The reality is that if WorkSafeBC refunded the entire surplus to employers, we would no longer be able to price premiums below system costs. This means rates would need to be raised in subsequent years and employers would face year-over-year rate volatility.
Prioritizing rate stability for employers
Keeping rates stable and as low as possible for employers is a priority for WorkSafeBC. Our sound financial position is how we have been able to keep the average base premium rate in B.C. flat at $1.55 since 2018. In fact, the average base rate is lower today than it was a decade ago when it was $1.65.
The surplus has enabled us to absorb costs related to legislated improvements in workers’ compensation coverage for injured workers, as well as the cost impacts of COVID-19 — all while keeping rates stable for employers.
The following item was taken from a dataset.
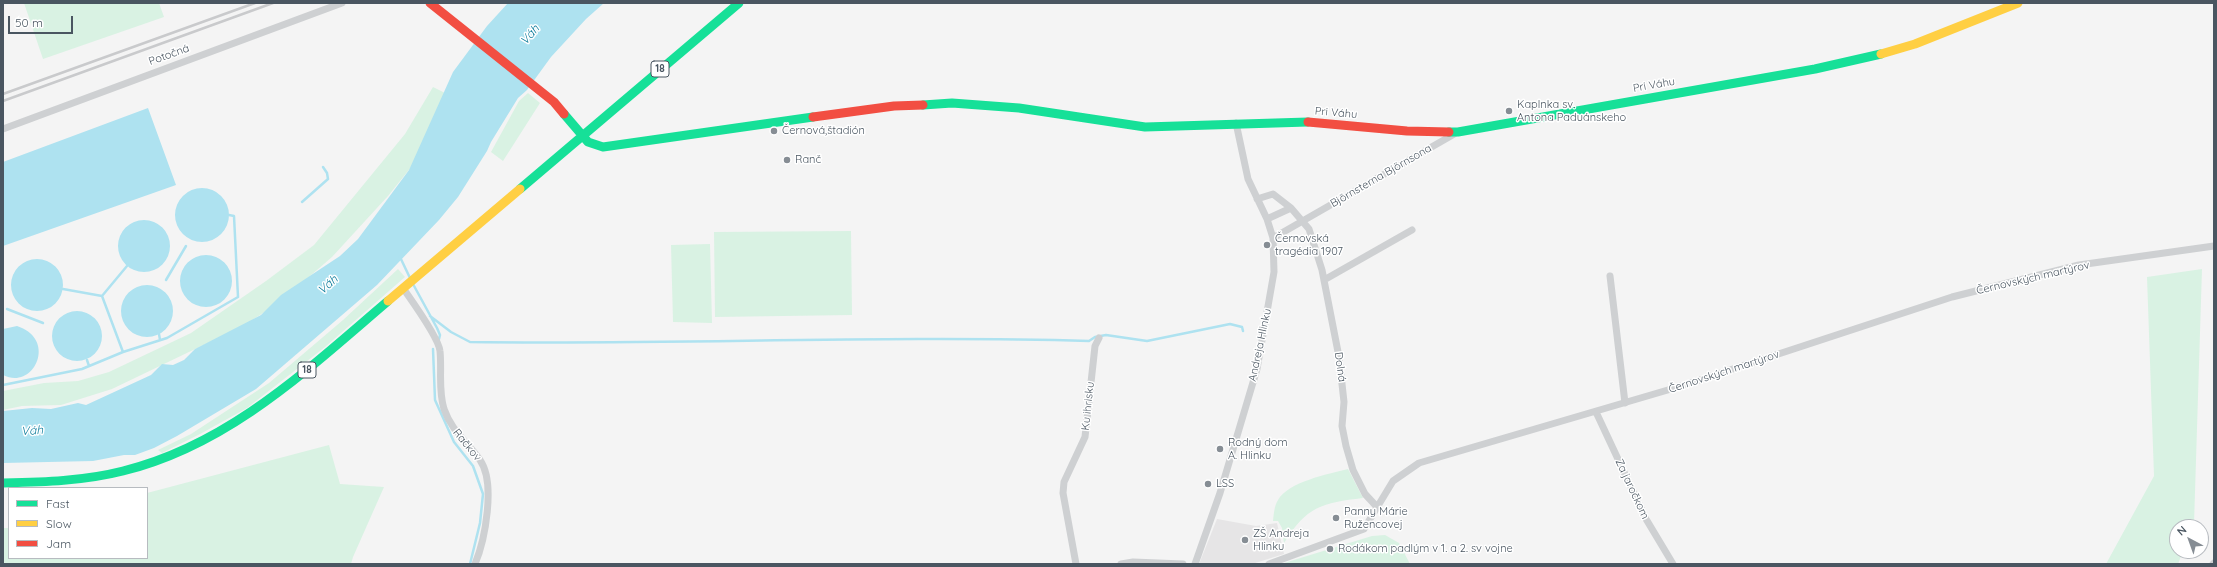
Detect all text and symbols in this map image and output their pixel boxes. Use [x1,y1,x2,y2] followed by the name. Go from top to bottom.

The surplus has also allowed WorkSafeBC to be flexible during challenging economic times. We understand the struggles that many B.C. businesses are dealing with right now. That’s why we adjusted the maximum increases and decreases in 2026 rates for B.C. industries. Normally, these are capped at 20 percent. But for 2026, rate increases were capped at 10 percent and rate decreases were allowed to reach up to about 40 percent. This change provides greater rate stability for B.C. employers during a time of economic uncertainty.
Some key sectors benefiting from rate reductions in 2026 include sawmills (40 percent decrease), framing and residential forming (40 percent decrease), dairy farming (32 percent decrease), and restaurants (26 percent decrease). For a restaurant with $500,000 of assessable payroll, this means an average savings of $1,000 in 2026.
Looking ahead
Looking at the year ahead, WorkSafeBC is seeing that claim costs will likely continue increasing unless current trends change. In addition, as WorkSafeBC has used surplus funds faster than it can replenish them to discount premium rates, the surplus has declined year over year since 2021.
Our 2025 funding level is below 140 percent for the first time since 2016 as our rate model is designed to move us closer to our funding target.
If claim costs continue to rise and there is less surplus to reduce premium rates, there will be greater pressure to increase premium rates in the near future. WorkSafeBC will continue to closely monitor cost pressures and keep rates as stable as possible. The preliminary rates for 2027 will be announced in July of this year.
The workers’ compensation system is independently funded by employer premiums and investment returns. WorkSafeBC does not receive any funding from the provincial government.
Mark Heywood is the CFO and Head of Finance and Assessments at WorkSafeBC. Chris Back is the Director of Assessments at WorkSafeBC.